#### Work task:
Look through the listing below for the string "none". Say how many lines hold it, and nothing else.

#### Excerpted data:
==================================================

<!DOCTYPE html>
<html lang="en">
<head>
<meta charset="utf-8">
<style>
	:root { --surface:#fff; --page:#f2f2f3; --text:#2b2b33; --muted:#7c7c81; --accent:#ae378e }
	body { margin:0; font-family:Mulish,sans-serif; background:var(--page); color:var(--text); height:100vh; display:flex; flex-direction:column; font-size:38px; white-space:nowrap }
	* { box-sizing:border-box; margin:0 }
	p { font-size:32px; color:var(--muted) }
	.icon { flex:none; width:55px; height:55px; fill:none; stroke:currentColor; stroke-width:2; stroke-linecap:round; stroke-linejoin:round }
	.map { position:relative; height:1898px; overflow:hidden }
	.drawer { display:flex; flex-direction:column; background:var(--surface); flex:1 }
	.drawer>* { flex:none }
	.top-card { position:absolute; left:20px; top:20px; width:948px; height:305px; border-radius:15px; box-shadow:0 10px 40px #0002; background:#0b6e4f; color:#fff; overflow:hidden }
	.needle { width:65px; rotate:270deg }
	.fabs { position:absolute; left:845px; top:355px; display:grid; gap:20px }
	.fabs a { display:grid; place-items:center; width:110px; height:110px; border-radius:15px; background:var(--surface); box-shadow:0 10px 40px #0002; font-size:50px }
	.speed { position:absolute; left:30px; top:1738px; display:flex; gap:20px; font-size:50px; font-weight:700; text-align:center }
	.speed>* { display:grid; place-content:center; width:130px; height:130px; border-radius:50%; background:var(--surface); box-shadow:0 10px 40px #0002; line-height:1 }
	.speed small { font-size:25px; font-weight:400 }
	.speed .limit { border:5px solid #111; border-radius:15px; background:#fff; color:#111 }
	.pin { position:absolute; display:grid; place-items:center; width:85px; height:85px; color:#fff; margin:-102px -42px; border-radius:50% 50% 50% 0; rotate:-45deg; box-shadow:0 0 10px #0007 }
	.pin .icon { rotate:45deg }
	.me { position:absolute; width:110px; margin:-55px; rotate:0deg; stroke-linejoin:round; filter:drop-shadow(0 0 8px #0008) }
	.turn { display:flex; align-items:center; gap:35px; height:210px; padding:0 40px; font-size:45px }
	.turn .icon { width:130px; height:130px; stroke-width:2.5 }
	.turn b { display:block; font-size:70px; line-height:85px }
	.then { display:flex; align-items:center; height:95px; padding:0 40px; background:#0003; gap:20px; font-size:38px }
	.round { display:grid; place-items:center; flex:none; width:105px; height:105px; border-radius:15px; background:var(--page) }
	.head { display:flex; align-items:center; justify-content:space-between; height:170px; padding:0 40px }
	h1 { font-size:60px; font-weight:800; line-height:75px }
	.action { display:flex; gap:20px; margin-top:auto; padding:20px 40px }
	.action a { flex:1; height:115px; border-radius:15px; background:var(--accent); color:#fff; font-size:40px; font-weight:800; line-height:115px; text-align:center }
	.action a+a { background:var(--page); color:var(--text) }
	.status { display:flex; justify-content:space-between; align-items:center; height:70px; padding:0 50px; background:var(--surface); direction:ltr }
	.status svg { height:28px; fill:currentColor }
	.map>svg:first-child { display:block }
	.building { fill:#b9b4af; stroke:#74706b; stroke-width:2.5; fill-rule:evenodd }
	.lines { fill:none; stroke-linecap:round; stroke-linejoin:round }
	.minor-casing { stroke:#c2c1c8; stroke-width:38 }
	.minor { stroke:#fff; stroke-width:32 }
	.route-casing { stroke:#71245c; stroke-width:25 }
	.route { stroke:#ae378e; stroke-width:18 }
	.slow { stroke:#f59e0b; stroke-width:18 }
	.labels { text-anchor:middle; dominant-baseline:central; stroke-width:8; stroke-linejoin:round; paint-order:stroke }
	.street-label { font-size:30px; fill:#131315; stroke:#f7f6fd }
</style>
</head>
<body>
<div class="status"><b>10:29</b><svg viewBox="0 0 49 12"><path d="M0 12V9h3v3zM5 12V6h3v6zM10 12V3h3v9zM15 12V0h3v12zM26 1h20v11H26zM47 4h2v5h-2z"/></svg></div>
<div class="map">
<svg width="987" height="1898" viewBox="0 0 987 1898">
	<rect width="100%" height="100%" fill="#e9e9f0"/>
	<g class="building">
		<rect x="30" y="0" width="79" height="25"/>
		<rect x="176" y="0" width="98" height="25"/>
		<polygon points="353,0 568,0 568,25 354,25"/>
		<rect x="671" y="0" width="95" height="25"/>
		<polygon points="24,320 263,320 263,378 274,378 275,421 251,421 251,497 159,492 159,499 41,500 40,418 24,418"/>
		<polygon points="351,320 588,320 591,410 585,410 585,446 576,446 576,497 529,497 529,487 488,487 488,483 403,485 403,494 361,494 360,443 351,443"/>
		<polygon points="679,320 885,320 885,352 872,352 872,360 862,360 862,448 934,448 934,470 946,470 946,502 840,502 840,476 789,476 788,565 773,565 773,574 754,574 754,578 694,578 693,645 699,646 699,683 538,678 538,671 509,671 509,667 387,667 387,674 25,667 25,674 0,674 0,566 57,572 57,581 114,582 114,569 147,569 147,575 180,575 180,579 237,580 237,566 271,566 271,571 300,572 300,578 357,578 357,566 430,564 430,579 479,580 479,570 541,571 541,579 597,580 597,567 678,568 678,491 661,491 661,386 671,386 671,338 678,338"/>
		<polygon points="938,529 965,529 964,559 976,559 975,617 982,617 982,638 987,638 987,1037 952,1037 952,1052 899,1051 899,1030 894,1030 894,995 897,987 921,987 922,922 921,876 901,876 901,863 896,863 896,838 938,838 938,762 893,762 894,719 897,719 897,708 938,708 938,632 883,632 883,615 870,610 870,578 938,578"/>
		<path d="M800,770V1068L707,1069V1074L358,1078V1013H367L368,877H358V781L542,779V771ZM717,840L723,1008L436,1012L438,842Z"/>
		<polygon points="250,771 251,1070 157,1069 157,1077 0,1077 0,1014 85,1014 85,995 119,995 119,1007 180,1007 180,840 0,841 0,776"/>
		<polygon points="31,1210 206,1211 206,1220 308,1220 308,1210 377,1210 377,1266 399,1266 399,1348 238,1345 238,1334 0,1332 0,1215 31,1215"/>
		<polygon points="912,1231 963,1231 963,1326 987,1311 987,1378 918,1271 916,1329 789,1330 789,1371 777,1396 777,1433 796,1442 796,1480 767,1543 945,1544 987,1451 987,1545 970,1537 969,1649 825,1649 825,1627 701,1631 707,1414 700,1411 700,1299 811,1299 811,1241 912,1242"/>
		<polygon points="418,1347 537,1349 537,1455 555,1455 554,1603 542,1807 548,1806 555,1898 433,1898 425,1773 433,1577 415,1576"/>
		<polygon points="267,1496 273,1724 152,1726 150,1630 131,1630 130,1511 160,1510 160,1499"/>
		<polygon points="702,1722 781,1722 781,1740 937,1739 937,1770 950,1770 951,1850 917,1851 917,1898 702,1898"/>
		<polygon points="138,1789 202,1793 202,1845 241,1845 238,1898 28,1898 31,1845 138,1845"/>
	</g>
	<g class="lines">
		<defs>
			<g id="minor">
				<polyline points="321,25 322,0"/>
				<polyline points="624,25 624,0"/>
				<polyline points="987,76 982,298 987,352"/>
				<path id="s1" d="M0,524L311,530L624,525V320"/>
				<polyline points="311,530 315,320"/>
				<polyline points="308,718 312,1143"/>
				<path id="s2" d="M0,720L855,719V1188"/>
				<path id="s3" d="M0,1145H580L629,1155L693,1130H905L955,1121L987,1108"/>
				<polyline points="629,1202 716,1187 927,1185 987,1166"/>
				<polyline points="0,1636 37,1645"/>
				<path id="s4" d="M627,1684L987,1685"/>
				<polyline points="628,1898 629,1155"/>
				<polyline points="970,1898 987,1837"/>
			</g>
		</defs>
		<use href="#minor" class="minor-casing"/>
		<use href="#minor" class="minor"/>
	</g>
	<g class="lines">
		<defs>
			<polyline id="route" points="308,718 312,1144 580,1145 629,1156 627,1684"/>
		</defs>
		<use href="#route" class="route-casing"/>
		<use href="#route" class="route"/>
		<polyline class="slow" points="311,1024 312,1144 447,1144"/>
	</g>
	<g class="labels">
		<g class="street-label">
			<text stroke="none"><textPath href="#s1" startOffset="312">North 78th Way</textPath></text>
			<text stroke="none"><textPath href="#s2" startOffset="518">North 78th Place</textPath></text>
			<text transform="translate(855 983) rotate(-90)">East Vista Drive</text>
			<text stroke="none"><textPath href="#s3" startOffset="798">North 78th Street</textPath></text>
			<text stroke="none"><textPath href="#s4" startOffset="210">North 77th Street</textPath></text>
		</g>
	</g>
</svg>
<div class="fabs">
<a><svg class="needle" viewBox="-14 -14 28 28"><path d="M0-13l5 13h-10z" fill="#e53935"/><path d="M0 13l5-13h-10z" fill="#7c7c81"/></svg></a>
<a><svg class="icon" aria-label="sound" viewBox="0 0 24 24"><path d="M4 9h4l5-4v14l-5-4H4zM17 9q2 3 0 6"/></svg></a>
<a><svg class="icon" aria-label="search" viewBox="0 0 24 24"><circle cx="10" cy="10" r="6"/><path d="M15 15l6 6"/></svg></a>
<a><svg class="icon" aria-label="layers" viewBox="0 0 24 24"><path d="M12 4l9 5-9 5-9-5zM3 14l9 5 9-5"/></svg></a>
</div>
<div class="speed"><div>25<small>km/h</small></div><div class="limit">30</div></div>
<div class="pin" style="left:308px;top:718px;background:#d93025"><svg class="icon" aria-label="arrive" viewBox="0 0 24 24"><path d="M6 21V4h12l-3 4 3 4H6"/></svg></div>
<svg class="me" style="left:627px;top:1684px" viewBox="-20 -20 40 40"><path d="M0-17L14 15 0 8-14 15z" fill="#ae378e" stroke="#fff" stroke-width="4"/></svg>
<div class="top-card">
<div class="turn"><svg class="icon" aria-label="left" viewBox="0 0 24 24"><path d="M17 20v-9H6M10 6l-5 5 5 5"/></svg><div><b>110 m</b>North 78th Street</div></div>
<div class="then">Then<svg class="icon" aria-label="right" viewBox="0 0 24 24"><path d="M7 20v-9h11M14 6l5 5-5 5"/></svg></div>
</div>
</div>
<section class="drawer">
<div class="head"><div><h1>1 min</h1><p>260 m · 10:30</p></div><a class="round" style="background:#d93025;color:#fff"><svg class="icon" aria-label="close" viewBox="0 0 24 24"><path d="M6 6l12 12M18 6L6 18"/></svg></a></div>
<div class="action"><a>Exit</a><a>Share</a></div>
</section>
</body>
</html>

==================================================

#### Output for this task:
8